⟨

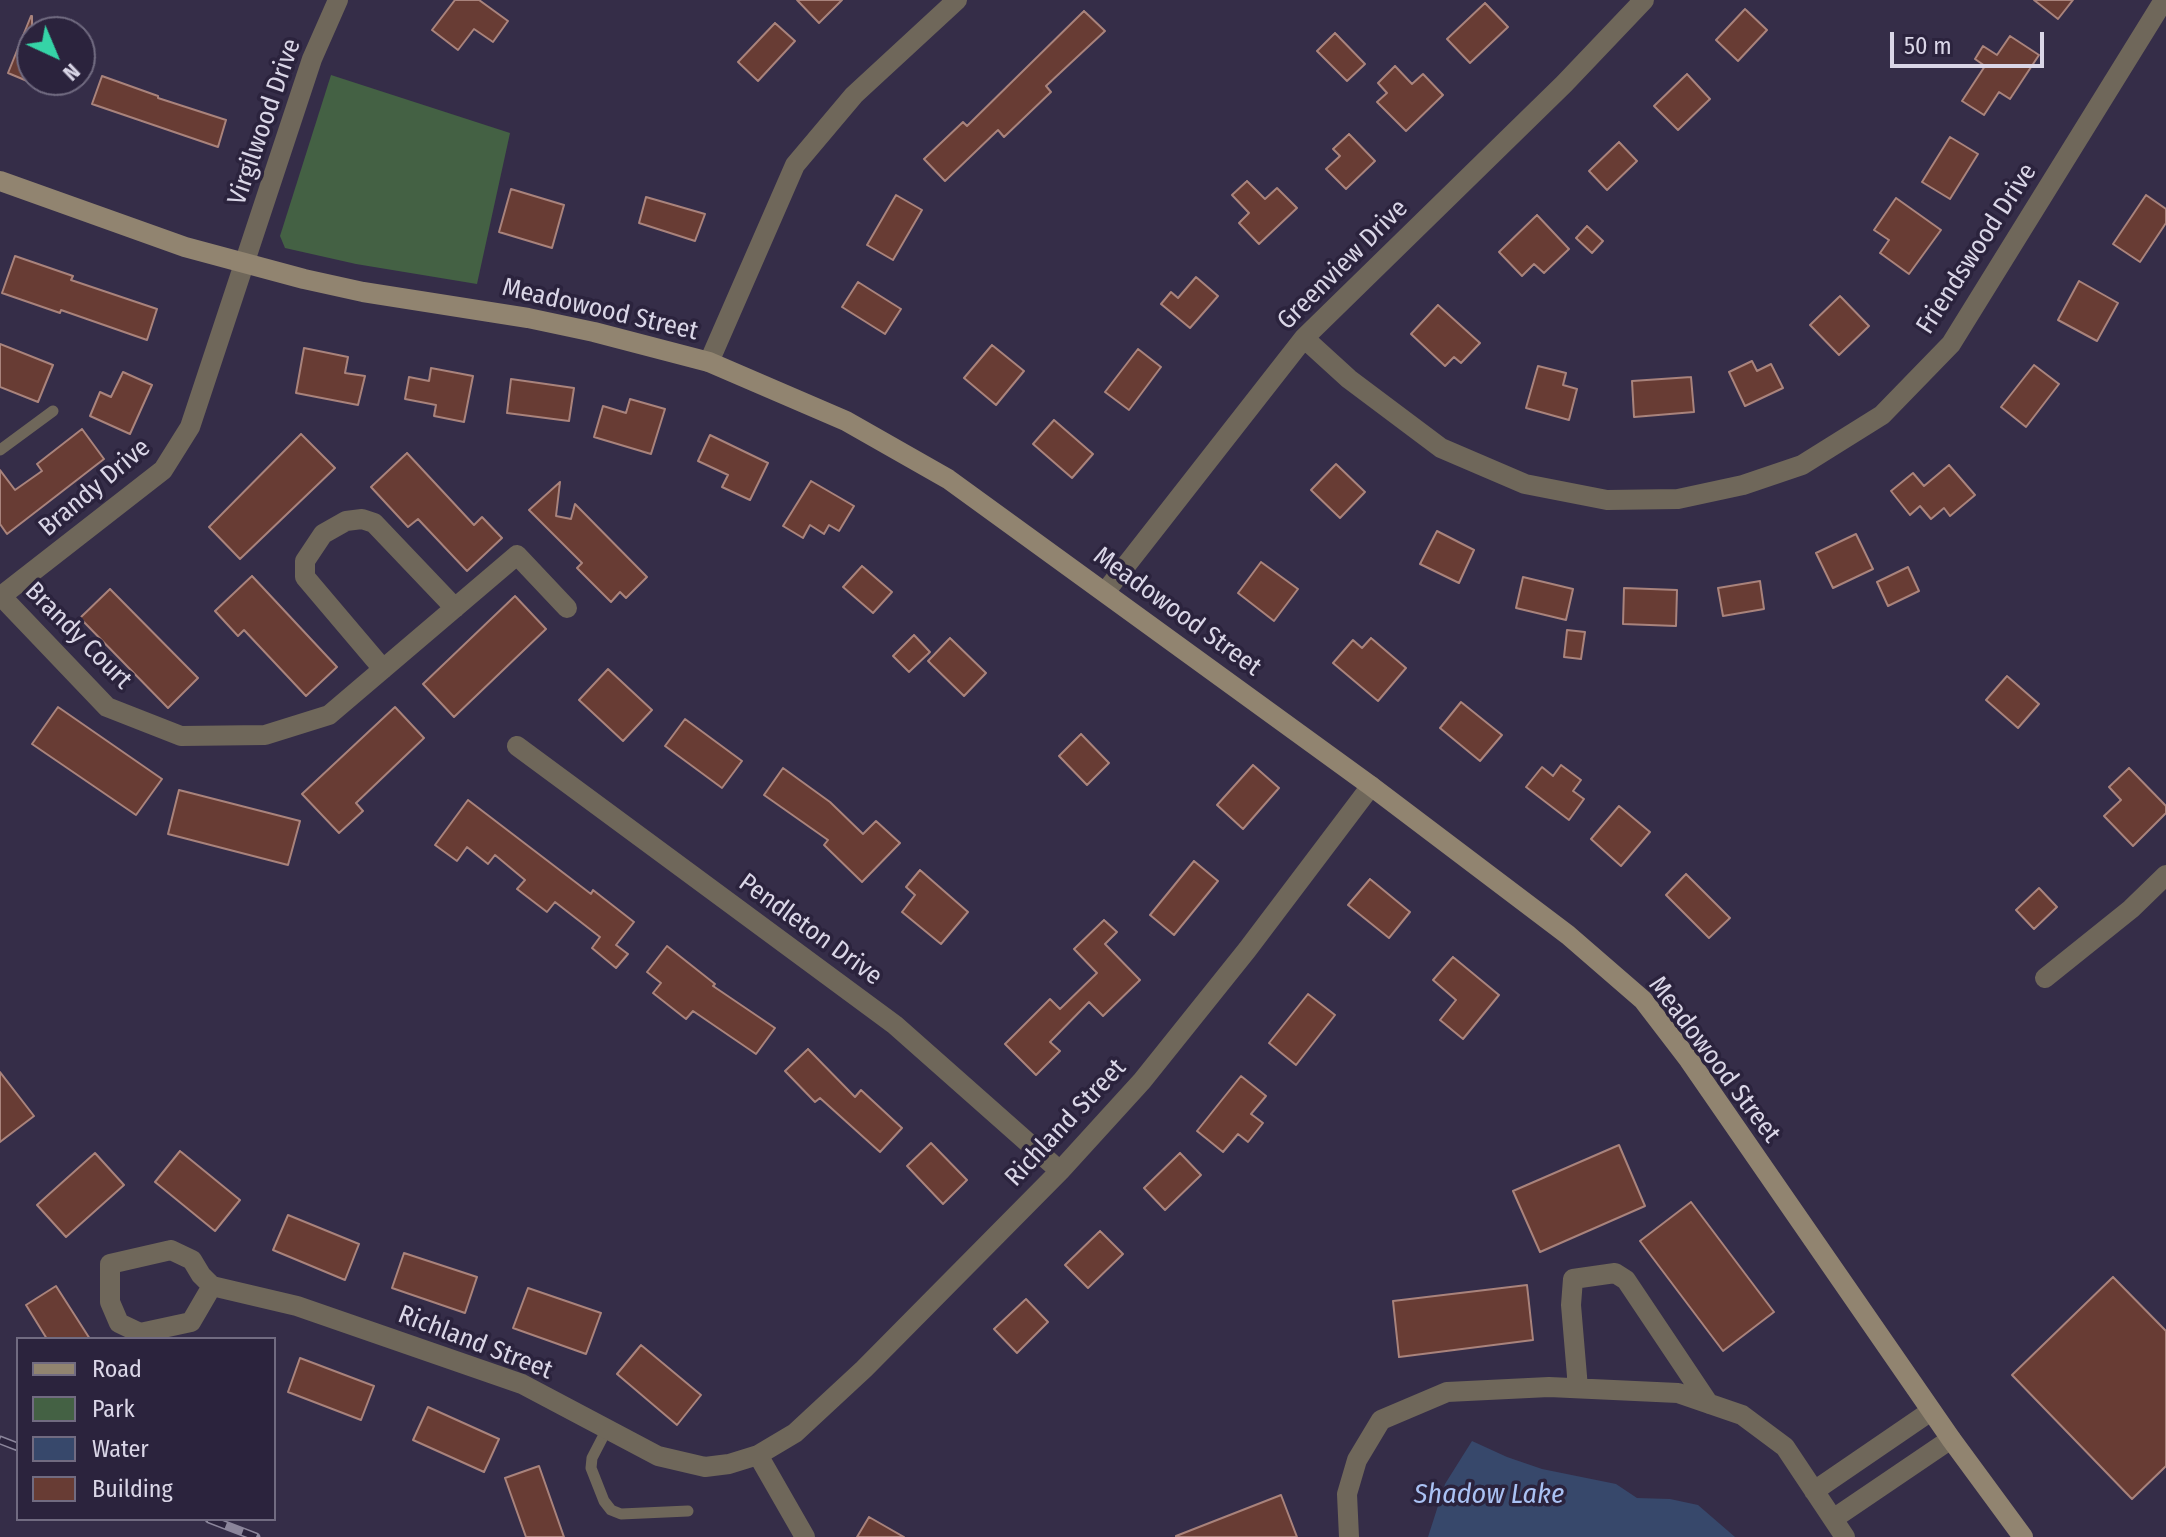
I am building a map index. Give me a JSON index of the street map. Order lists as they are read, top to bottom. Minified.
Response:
{"streets":{"street":["Virgilwood Drive","Friendswood Drive","Greenview Drive","Meadowood Street","Brandy Drive","Brandy Court","Pendleton Drive","Richland Street"]},"crossings":[["Virgilwood Drive","Meadowood Street"],["Virgilwood Drive","Brandy Drive"],["Friendswood Drive","Greenview Drive"],["Greenview Drive","Meadowood Street"],["Meadowood Street","Brandy Drive"],["Meadowood Street","Richland Street"],["Brandy Drive","Brandy Court"],["Pendleton Drive","Richland Street"]],"water":["Shadow Lake"],"legend":["Road","Park","Water","Building"],"scale_bar":"50 m","north":"bottom right"}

⟩

AIM OF THE EXERCISE |
Quote the material exactly. Pictures stay out.

EXERCISE ANSWER |
I am building a map index. Give me a JSON index of the street map. Order lists as they are read, top to bottom. Minified.
Response:
{"streets":{"street":["Virgilwood Drive","Friendswood Drive","Greenview Drive","Meadowood Street","Brandy Drive","Brandy Court","Pendleton Drive","Richland Street"]},"crossings":[["Virgilwood Drive","Meadowood Street"],["Virgilwood Drive","Brandy Drive"],["Friendswood Drive","Greenview Drive"],["Greenview Drive","Meadowood Street"],["Meadowood Street","Brandy Drive"],["Meadowood Street","Richland Street"],["Brandy Drive","Brandy Court"],["Pendleton Drive","Richland Street"]],"water":["Shadow Lake"],"legend":["Road","Park","Water","Building"],"scale_bar":"50 m","north":"bottom right"}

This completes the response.